Histoire ecclésiastique - Eusèbe de Césarée

LIVRE IV

CHAPITRE XV
COMMENT SOUS VÉRUS POLYCARPE SUBIT LE MARTYRE, AVEC D'AUTRES, DANS LA VILLE DE SMYRNE

[1] C'est à cette époque que Polycarpe mourut martyr, lors des persécutions très violentes qui bouleversèrent l'Asie. J'ai cru tout à fait utile d'insérer dans cette histoire le souvenir écrit de sa mort qui nous en été conservé. [2] Il existe une lettre, adressée aux églises du Pont au nom de l'église à laquelle il présidait, qui expose en ces termes ce qui le concerne :

« [3] L'église de Dieu qui habite Smyrne à celle de Philomélium et à toutes les chrétientés du monde appartenant à la sainte Église catholique : que la miséricorde, la paix, l'amour de Dieu le Père et de notre Seigneur Jésus-Christ surabonde en vous. Frères, nous vous écrivons ce qui concerne les martyrs et le bienheureux Polycarpe qui, par son martyre, a comme scellé et fait cesser la persécution. ».

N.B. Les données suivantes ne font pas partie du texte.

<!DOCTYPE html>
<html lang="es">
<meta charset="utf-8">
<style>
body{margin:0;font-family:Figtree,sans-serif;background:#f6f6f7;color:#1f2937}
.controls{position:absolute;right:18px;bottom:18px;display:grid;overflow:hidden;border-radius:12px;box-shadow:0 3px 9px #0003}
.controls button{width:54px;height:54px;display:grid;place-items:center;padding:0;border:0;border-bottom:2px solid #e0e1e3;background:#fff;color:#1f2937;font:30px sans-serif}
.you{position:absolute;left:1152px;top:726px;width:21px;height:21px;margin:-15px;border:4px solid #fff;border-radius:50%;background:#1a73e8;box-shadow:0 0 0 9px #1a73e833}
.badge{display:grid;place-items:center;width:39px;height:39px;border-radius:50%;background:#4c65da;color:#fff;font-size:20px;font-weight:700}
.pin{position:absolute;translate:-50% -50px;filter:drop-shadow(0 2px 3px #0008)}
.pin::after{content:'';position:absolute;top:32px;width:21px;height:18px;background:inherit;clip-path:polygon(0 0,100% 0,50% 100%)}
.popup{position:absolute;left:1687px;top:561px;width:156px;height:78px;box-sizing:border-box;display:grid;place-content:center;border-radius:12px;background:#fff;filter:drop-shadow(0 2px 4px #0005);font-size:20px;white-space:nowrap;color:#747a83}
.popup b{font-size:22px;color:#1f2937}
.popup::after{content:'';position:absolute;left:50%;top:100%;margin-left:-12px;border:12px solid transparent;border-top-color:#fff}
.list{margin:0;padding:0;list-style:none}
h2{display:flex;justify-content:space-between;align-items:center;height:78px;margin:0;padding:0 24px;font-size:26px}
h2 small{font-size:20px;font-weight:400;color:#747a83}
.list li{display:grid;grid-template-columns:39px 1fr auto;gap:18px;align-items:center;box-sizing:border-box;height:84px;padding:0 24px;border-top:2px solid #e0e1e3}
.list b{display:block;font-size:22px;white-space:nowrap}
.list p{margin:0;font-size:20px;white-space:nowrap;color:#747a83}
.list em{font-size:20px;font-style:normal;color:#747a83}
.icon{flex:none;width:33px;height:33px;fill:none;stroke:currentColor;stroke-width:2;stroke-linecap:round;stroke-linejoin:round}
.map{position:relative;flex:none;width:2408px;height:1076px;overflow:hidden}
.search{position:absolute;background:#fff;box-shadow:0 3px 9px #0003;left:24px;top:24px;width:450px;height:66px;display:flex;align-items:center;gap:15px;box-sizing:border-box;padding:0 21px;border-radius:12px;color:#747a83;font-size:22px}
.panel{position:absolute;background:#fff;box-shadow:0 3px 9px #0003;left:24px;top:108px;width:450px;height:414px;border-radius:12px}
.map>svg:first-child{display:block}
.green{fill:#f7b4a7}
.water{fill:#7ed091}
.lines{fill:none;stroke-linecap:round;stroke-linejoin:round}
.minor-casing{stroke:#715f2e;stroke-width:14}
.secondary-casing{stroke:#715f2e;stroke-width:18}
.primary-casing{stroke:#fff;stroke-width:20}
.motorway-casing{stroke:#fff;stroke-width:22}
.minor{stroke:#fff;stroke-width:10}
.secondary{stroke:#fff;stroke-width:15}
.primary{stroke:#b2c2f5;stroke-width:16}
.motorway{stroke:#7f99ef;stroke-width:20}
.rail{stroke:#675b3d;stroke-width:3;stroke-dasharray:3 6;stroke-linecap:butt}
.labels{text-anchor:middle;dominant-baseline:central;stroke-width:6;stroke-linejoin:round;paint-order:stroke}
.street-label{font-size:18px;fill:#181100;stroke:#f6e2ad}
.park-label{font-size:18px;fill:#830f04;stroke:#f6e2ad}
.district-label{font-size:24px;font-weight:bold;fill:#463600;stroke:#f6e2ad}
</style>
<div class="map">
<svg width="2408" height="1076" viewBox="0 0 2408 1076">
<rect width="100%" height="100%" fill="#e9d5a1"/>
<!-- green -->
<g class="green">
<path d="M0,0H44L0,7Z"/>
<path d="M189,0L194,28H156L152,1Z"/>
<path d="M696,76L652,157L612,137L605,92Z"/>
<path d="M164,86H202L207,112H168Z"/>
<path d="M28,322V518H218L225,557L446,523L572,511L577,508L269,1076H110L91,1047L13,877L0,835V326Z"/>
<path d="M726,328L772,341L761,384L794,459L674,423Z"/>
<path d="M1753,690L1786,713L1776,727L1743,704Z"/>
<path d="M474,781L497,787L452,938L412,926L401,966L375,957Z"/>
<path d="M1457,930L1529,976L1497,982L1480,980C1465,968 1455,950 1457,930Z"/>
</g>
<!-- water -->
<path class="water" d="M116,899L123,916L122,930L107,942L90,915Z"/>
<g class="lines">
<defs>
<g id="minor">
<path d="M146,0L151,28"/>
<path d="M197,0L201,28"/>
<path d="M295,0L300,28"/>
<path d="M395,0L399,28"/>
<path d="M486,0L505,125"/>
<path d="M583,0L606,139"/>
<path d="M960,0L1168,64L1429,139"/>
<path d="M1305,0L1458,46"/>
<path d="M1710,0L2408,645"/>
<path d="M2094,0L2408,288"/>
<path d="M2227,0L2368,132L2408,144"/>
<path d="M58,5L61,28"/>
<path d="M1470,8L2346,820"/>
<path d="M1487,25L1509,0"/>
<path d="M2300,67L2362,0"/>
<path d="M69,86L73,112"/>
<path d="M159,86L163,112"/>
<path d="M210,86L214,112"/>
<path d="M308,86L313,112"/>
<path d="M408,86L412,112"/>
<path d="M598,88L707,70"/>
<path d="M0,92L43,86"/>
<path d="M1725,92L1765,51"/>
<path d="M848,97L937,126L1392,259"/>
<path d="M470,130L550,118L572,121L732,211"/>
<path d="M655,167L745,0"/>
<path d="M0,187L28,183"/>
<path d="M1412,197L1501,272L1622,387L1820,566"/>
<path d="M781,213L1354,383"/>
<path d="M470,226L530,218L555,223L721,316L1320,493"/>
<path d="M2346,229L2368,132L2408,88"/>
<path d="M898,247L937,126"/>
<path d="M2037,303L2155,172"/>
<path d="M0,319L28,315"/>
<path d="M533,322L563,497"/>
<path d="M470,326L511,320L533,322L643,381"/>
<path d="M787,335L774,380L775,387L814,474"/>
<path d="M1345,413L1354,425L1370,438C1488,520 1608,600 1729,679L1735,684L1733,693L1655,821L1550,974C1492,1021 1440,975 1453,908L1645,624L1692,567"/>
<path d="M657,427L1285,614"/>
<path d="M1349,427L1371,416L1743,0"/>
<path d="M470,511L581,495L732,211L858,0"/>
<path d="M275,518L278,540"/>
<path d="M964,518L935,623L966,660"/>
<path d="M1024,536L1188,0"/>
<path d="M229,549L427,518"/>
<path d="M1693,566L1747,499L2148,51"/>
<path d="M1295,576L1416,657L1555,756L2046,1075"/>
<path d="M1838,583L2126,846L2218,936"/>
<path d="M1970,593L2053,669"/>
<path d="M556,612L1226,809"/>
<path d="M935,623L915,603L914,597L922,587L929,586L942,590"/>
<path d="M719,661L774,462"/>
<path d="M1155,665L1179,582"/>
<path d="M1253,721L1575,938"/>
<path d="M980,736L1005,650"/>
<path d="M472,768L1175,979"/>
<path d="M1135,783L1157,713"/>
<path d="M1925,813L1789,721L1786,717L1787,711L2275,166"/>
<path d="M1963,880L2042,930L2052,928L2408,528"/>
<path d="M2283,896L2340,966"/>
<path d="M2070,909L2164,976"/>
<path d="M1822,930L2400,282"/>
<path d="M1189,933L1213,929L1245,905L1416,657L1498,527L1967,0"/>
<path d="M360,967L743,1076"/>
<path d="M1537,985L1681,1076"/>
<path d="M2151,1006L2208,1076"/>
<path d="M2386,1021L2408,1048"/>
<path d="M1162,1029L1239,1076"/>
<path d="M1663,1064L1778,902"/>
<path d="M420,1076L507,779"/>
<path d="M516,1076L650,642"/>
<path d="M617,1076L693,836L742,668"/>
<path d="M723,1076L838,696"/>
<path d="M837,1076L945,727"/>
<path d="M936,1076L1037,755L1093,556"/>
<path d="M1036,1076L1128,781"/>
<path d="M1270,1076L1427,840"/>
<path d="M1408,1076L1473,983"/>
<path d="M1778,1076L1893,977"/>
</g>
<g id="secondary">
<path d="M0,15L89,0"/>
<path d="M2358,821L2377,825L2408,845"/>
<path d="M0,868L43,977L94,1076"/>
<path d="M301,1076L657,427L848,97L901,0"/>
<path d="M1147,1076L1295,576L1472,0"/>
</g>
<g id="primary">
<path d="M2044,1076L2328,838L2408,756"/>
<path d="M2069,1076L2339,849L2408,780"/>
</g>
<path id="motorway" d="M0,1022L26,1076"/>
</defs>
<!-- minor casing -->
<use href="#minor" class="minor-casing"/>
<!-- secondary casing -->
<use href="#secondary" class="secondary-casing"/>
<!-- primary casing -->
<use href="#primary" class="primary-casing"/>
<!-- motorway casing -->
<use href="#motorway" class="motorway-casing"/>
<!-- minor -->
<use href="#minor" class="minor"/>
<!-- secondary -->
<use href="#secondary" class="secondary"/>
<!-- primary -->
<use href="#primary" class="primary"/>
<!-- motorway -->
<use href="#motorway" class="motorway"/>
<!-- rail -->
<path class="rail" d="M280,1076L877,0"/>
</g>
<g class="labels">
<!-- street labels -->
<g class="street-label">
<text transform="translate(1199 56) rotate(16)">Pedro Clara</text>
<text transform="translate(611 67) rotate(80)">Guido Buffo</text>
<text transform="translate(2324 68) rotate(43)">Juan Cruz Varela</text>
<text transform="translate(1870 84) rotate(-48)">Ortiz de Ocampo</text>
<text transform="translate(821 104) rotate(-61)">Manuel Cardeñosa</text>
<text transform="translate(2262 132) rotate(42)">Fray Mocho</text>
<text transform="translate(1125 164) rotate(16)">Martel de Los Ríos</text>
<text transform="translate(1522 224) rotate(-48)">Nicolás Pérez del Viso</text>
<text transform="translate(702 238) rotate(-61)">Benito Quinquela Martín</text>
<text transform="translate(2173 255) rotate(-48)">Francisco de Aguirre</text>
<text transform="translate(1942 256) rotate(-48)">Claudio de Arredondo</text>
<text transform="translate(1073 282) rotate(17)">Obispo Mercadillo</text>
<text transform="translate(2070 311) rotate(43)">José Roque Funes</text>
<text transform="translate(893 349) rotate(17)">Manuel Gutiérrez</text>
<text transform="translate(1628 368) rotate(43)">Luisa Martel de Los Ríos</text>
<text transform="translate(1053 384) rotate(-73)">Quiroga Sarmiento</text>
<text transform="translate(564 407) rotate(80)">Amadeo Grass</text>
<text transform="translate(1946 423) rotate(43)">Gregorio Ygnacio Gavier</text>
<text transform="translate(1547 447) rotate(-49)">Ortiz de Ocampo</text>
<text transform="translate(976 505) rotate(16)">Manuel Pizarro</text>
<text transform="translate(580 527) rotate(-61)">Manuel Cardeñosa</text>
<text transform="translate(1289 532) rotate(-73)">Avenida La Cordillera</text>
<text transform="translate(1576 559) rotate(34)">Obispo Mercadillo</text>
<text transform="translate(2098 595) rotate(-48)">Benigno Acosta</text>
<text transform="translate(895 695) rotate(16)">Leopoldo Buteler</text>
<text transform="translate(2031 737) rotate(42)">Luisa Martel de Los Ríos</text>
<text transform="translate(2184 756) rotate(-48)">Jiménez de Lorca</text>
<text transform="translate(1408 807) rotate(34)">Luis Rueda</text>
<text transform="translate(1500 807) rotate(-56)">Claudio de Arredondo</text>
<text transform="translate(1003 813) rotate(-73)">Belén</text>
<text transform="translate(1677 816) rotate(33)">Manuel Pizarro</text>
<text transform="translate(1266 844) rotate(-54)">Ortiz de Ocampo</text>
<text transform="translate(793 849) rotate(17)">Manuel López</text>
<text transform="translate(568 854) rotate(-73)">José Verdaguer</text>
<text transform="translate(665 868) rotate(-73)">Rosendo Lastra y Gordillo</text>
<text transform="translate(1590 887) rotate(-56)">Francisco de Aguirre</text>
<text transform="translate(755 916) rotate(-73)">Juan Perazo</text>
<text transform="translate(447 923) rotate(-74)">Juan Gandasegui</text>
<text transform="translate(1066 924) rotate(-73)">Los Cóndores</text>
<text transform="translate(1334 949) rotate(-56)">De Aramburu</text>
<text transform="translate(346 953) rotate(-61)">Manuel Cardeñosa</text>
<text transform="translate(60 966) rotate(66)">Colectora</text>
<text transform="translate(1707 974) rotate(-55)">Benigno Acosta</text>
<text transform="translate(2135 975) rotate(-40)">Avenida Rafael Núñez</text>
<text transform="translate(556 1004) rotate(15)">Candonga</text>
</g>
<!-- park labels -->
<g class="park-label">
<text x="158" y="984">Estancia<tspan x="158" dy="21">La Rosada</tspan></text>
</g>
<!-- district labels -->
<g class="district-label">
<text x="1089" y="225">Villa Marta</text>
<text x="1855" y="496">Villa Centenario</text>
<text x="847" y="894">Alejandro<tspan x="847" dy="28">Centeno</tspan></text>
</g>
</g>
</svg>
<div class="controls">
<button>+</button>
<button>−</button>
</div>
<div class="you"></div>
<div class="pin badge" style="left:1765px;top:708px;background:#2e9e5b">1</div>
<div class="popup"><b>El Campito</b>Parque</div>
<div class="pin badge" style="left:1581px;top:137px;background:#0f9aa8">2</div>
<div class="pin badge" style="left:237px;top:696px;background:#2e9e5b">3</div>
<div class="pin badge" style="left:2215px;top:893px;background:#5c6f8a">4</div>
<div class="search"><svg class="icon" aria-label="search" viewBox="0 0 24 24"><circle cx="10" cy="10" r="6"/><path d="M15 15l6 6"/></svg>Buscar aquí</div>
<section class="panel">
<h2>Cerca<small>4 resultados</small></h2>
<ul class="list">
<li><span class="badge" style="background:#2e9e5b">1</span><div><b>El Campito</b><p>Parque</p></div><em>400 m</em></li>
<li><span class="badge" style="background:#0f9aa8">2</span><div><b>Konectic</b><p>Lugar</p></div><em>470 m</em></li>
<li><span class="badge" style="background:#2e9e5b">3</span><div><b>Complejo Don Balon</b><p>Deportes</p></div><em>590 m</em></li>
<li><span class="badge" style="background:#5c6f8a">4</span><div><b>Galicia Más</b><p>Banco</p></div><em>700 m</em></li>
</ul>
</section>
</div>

[4] Ensuite, avant d'en venir à ce dernier, ils racontent ce qui concerne les autres martyrs et décrivent la constance qu'ils ont montrée dans les tourments. Ils disent en effet la surprise dont étaient frappés les spectateurs, rangés en cercle sur les gradins, quand ils les voyaient, déchirés par les fouets, à ce point qu'on apercevait les veines et les artères les plus intérieures, et qu'apparaissaient les entrailles et les parties les plus cachées du corps. Ils étaient ensuite étendus sur des coquillages marins et des pointes aiguës, et, après avoir enduré toutes sortes de supplices et de tortures, enfin ils étaient exposés pour devenir la pâture des fauves. [5] Ils racontent qu'on remarqua surtout le très courageux Germanicus ; fortifié par la grâce de Dieu, il domina la crainte du trépas innée à tout homme. Le proconsul voulait le persuader ; il lui alléguait son âge ; il lui disait qu'il était très jeune et dans la fleur de sa vie, et le priait d'avoir compassion de lui-même. Le martyr, sans hésiter, intrépidement, attira sur lui une bête farouche, lui fit presque violence et l'irrita, afin de sortir plus vite de leur monde injuste et pervers. [6] Devant cette mort remarquable, la multitude entière fut stupéfaite en voyant le courage du pieux martyr et la vaillance de toute la race des chrétiens. Puis, elle se reprit à crier en masse : « Enlevez les athées. Qu'on cherche Polycarpe ! » [7] Le tumulte, grâce à ces cris, arriva à son comble. Un certain Phrygien de race, qui s'appelait Quintus, venu récemment de son pays, voyant les bêtes et les autres tourments dont il était menacé, sentit son âme fléchir, eut peur et finalement se laissa aller à sauver sa vie. [8] Le texte de la lettre que nous avons citée nous apprend que ce chrétien avait agi trop inconsidérément, en se présentant à la légère au tribunal avec d'autres. Sa chute fut ainsi pour tous un exemple éclatant ; elle prouva qu'il ne faut pas affronter de tels périls à l'aventure et sans circonspection.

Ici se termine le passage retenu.